## DIRECTIONS
Tally the lines below that hold the string "canvas", and report the tally by itself.

## SOURCE RECORDS
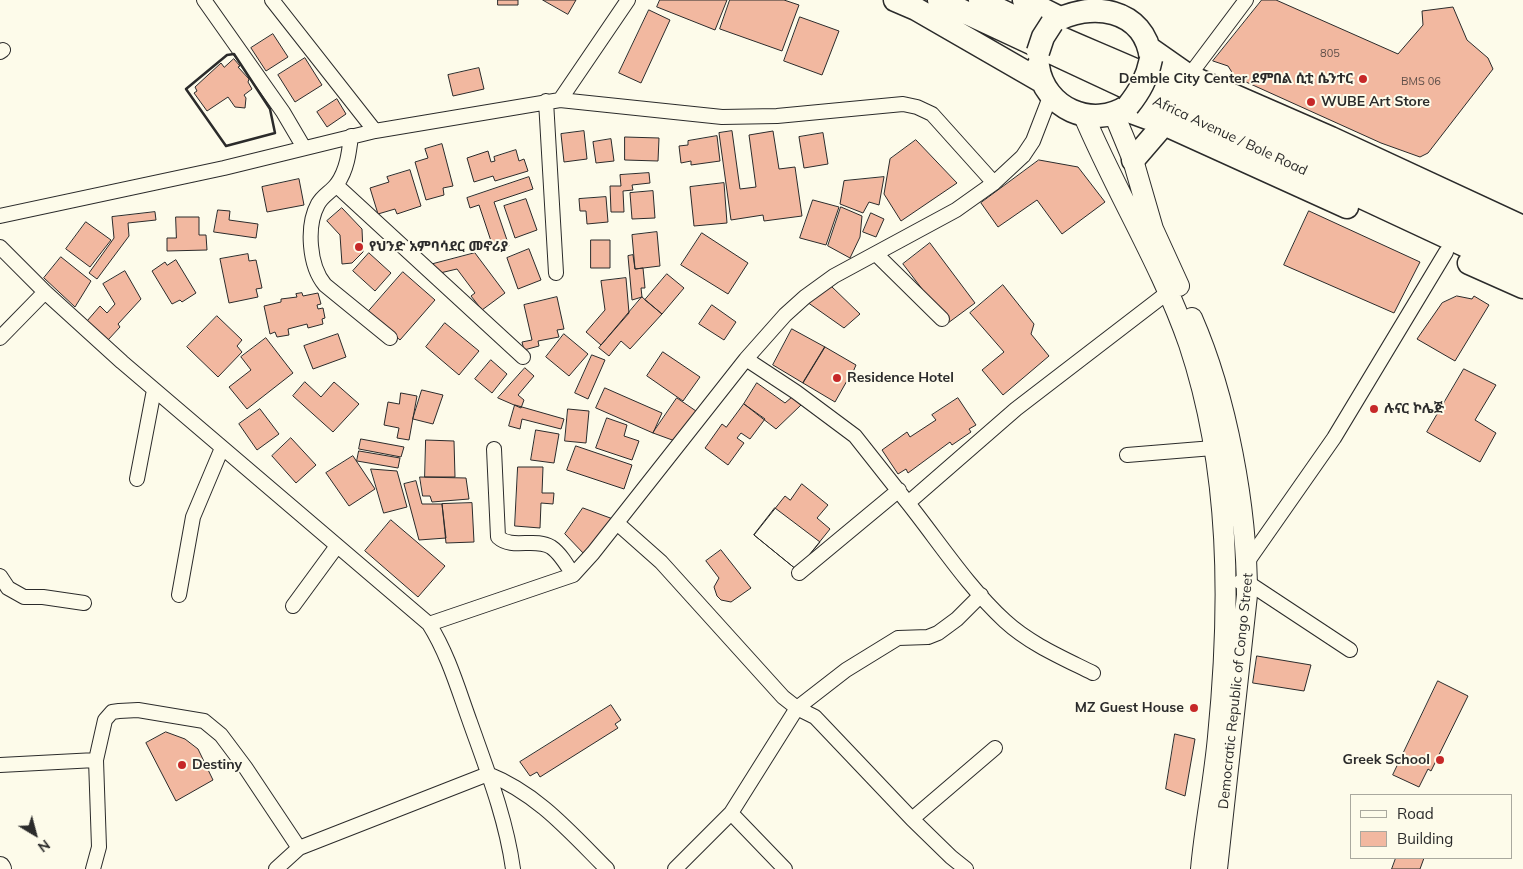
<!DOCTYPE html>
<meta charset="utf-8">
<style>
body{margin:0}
#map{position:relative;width:1523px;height:869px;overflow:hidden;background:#fdfbea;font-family:Mulish,sans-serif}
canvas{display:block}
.legend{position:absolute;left:1350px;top:794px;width:162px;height:65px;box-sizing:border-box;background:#fdfbea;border:1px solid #a9a89e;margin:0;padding:6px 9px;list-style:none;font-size:15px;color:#2b2b2b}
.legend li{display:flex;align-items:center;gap:10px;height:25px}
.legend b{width:25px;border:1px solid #a9a89e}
.north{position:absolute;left:10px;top:809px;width:50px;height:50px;-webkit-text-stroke:4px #fdfbea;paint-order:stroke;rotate:143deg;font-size:14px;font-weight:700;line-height:20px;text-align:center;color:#2b2b2b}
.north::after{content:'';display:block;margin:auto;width:18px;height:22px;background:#2b2b2b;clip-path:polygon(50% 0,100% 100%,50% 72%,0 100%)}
</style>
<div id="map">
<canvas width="1523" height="869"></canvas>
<ul class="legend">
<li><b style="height:6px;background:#fdfbea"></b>Road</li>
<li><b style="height:14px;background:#f2b8a0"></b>Building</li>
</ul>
<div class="north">N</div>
</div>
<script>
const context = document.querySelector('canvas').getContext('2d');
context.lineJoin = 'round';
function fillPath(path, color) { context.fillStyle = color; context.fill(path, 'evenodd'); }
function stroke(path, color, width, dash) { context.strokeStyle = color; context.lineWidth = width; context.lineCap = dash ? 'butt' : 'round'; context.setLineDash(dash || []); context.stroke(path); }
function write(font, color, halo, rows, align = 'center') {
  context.font = font + ' Mulish,"Noto Sans Ethiopic",sans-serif'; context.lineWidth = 4; context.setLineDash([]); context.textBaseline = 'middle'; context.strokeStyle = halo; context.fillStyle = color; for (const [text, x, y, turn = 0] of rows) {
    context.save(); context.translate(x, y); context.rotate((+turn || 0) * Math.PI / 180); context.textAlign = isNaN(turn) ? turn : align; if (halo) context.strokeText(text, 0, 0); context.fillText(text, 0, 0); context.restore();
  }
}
const building = new Path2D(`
 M498 0H518V5H498Z
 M543 0H576L568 14Z
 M660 0H727L715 30 657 7Z
 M730 0H784L799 5 782 51 720 29Z
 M1262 0H1276L1398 54 1423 25 1422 11 1453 7 1467 40 1488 58 1493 69 1428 153 1420 157 1381 143 1235 77 1228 66 1213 61Z
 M649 10 670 20 641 83 619 73Z
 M800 17 839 31 822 75 784 61Z
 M273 34 288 57 266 71 251 48Z
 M305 58 322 85 295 102 278 75Z
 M234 59 240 66 238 67 249 79 248 82 252 89 244 95 246 98 245 108 235 107 228 97 207 111 194 93 197 91 195 87 221 63 224 67Z
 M479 68 484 89 453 96 448 75Z
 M337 99 346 114 327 127 317 112Z
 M584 131 587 159 564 162 561 134Z
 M732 131 740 189 756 187 749 135 773 131 779 169 795 167 802 216 764 221 763 215 731 220 719 133Z
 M823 133 828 164 804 168 799 137Z
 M717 136 720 161 691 165V161L681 163 679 146 688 145V141Z
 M625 137 659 138 658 161 625 160Z
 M611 139 614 161 596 163 593 142Z
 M916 140 957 183 901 221 884 194 890 159Z
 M442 144 453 186 443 188 444 195 426 200 415 162 428 158 425 149Z
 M516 150 519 161 524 159 528 171 495 181 493 176 474 182 467 158 488 151 491 162 495 161 494 157Z
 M1039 160 1078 167 1105 202 1062 234 1037 200 998 227 981 203Z
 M410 170 421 206 397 214 395 209 378 214 370 188 389 182 387 177Z
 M649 173 650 183 632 185 633 190 623 191 624 212H611L610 186H621L620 175Z
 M529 177 533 189 494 202 509 246 494 250 479 205 470 208 467 198Z
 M884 177 879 205 869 202 863 213 840 204 844 181Z
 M299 179 304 205 267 212 262 187Z
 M724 183 727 223 694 226 690 187Z
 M653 191 655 218 632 219 630 193Z
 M606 197 608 222 587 224 586 211H580L579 199Z
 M526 199 537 230 515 238 504 206Z
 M813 200 839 207 826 245 800 238Z
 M841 207 862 216 860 237 850 258 828 246Z
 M342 208 362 229 363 252 352 263 342 264 340 235 327 221Z
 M218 210 230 211 229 220 258 224 256 238 214 232Z
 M1309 211 1420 262 1394 313 1284 265Z
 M155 212 156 220 128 223 129 236 97 279 89 273 114 238 112 217Z
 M871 213 884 219 876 237 863 232Z
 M176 217H199V235H206L207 250 167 251V238H176Z
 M86 222 111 240 90 267 66 249Z
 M657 232 660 266 635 269 632 235Z
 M702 233 748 263 728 294 681 265Z
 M591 240H610V268H591Z
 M930 243 975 303 948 323 903 264Z
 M529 249 541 280 518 289 507 258Z
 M369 253 391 273 375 291 353 271Z
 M475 253 505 293 482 310 471 296 475 293 457 269 440 273 433 264Z
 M248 254 249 261 256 260 262 288 256 289 258 297 229 303 220 259Z
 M633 255 635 269 643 268 645 288H641L642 297 632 300 628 256Z
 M61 257 91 281 75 307 44 278Z
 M176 260 196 293 182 302 180 300 172 304 152 271 165 262 167 265Z
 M125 271 141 299 118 324 120 327 108 340 87 321 100 306 107 313 115 304 103 284Z
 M403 272 435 300 400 340 368 312Z
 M667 274 684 288 662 314 645 300Z
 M626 278 629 313 601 345 586 332 605 310 601 281Z
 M1003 285 1034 324 1031 334 1049 356 1003 395 982 370 1004 352 970 313Z
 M831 286 860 314 844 328 807 302Z
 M302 293 303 296 318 293 321 304 317 305 318 309 323 308 325 318 322 319 323 324 308 328 307 324 288 329 289 335 277 337 275 332 270 334 264 306 281 302V299L297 297 296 294Z
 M1457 296 1472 299 1474 296 1489 305 1455 361 1417 339 1442 303Z
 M557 297 564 329 557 330 559 337 538 341 539 346 524 350 522 342 532 340 524 305Z
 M642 297 662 314 630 349 621 341 609 356 599 348Z
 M712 305 736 322 724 340 699 324Z
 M217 316 242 340 237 346 242 352 218 377 187 347Z
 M445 323 479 351 459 375 426 347Z
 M792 329 825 347 803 383 773 365Z
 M338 334 346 357 313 369 304 346Z
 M564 334 588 354 569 376 546 357Z
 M266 338 293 373 247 409 229 387 251 370 241 357Z
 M825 347 856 365 853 372 857 374 852 381 848 379 835 402 803 383Z
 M663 352 700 377 683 401 647 376Z
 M592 355 605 360 588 399 575 393Z
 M491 360 507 374 492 393 475 379Z
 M525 368 534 376 518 395 524 400 521 408 498 398Z
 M1464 369 1496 385 1475 420 1496 433 1480 462 1427 432Z
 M305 382 321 397 334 382 359 404 333 432 293 396Z
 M757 383 785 403 792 397 801 405 776 429 744 404Z
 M605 388 662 413 653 433 596 408Z
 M422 390 443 395 433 424 413 419Z
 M401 393 417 396 409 440 397 438 399 428 384 425 388 402 399 404Z
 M677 398 696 411 675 441 653 433Z
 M958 398 976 425 969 429 971 432 952 445 950 442 908 473 906 469 898 474 882 450 907 432 910 437 936 420 932 415Z
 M744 404 765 419 750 439 741 433 737 438 744 443 728 465 705 448 722 424 726 427Z
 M515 405 564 419 561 429 522 419 520 429 509 426Z
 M260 409 279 434 257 450 239 424Z
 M568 409 589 411 586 443 565 441Z
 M607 418 627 425 624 436 639 441 632 460 596 448Z
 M536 430 559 434 554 463 531 460Z
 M291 438 316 465 296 483 272 456Z
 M361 439 404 447 401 457 359 449Z
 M426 440 454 441 455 477H425Z
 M576 446 632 465 624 489 567 470Z
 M359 451 400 458 398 468 357 461Z
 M353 456 375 489 349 506 326 473Z
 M518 467H543L542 493H554L553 504 541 503 540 528 515 526Z
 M371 469 397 471 407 507 384 513Z
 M420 477 466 478 469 499 432 502 430 496H423Z
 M416 481 422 504H442L446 538 419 540 404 484Z
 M802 484 828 505 817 518 830 529 797 570 754 535 785 496 790 500Z
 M472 503 474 542 446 543 442 504Z
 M583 508 613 519 585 555 565 534Z
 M775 508 820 542 797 570 754 535Z
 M391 520 445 566 418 597 365 551Z
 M721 550 751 588 731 602 721 600 717 596 714 587 719 578 706 561Z
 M1257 656 1311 665 1304 691 1253 683Z
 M1438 681 1468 696 1431 771 1428 769 1419 787 1393 775Z
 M611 705 621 720 615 724 618 728 540 777 537 772 530 776 520 762Z
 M166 732 185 739 198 749 213 780 176 801 146 743Z
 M1175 734 1195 739 1185 796 1166 789Z
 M1396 858H1424L1420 869H1392Z`);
const minor = new Path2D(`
 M204 0 283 112 303 146
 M272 0 375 131
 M0 52 3 50
 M1189 76 1246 0
 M560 100 722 117 777 116 903 104 917 107 932 114 994 183
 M546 101 556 273
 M351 136C349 153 347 170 337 184 331 192 323 195 318 204 306 226 309 266 325 285L390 338
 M336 185 523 357
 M0 216 224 168 375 131 560 100 628 0
 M0 247 45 292 122 362 429 624C448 654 458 689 470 722 487 770 506 818 513 869
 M877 255 942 319
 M0 338 45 292
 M746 359 796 392 855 436 908 503 1016 409 1167 293
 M494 449 498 537C512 550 535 537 551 547 560 553 567 565 573 575
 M1127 455 1213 448
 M137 479 154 390
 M908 503C939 542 968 587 1005 621 1030 644 1063 658 1093 673
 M617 523 661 562 783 697 797 708 815 717 912 819 951 857 966 869
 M1248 561 1334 438 1446 252
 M799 573 899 490
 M0 576 8 588 24 597H43L84 603
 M1240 582H1247L1350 650
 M179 595 193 517 222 448
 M293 606 337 546
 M429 624 573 575 593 553 746 359 785 315 805 297 834 276 956 210 994 183 1023 156 1033 141 1050 97
 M0 765 96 760
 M731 813 785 869
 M912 819 995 748
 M93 869 99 847 96 760 105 720 112 712 119 711 138 710 204 721 221 735 245 767 299 848
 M276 869 299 848 488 774C538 794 570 832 607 869
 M675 869 731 813 797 708 846 670 898 638 928 637 938 633 957 619 981 595`);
const secondary = new Path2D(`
 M1114 114 1133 160 1153 229 1179 286
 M1084 116C1116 192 1162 266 1189 344 1231 470 1231 606 1218 737 1214 781 1205 825 1201 869
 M1192 318C1227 398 1247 508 1247 595L1217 869
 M0 867 1 869`);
const primary = new Path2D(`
 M895 0 916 9 1041 81
 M939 0 1479 252 1523 270
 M980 0C1041 32 1106 56 1169 85 1287 140 1404 196 1523 248
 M1024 0 1058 17
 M1052 23C1090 0 1145 8 1151 59
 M1149 48 1189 76 1331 138 1523 227
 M1038 66C1044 108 1092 130 1128 106
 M1123 109 1164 124 1347 207
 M1133 160 1164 124
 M1469 263 1523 287`);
const primaryBridge = new Path2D(`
 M1038 52 1043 37 1052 23
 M1128 106C1140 91 1147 78 1151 59`);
const wall = new Path2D(`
 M234 54 270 109 275 133 226 146 186 89 227 55Z`);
const markers = [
 [1363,79,5,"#c62828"],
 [1311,102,5,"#c62828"],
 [359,247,5,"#c62828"],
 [837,378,5,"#c62828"],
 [1374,409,5,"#c62828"],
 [1194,708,5,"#c62828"],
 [1440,760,5,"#c62828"],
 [182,765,5,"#c62828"]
];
const numberNames = [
 ["805",1330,54],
 ["BMS 06",1421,82]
];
const poiNames = [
 ["Demble City Center ደምበል ሲቲ ሴንተር",1353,79,"right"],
 ["WUBE Art Store",1321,102],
 ["የህንድ አምባሳደር መኖሪያ",369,247],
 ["Residence Hotel",847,378],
 ["ሉናር ኮሌጅ",1384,409],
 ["MZ Guest House",1184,708,"right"],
 ["Greek School",1430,760,"right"],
 ["Destiny",192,765]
];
const streetNames = [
 ["Africa Avenue / Bole Road",1230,136,25],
 ["Democratic Republic of Congo Street",1236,691,-84]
];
fillPath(building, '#f2b8a0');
stroke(building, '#2b2b2b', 1);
stroke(minor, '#2b2b2b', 16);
stroke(secondary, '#2b2b2b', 22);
stroke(primary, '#2b2b2b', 25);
stroke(minor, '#fdfbea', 14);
stroke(secondary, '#fdfbea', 20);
stroke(primary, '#fdfbea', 22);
stroke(primaryBridge, '#2b2b2b', 25, []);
stroke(primaryBridge, '#fdfbea', 22);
stroke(wall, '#2b2b2b', 2.5);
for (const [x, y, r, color] of markers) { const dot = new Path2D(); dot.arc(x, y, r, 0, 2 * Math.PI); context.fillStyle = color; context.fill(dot); stroke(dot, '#fdfbea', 2); }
write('11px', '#5d4e48', null, numberNames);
write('bold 14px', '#2b2b2b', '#fdfbea', poiNames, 'left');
write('14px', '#2b2b2b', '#fdfbea', streetNames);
</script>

## EXERCISE ANSWER
3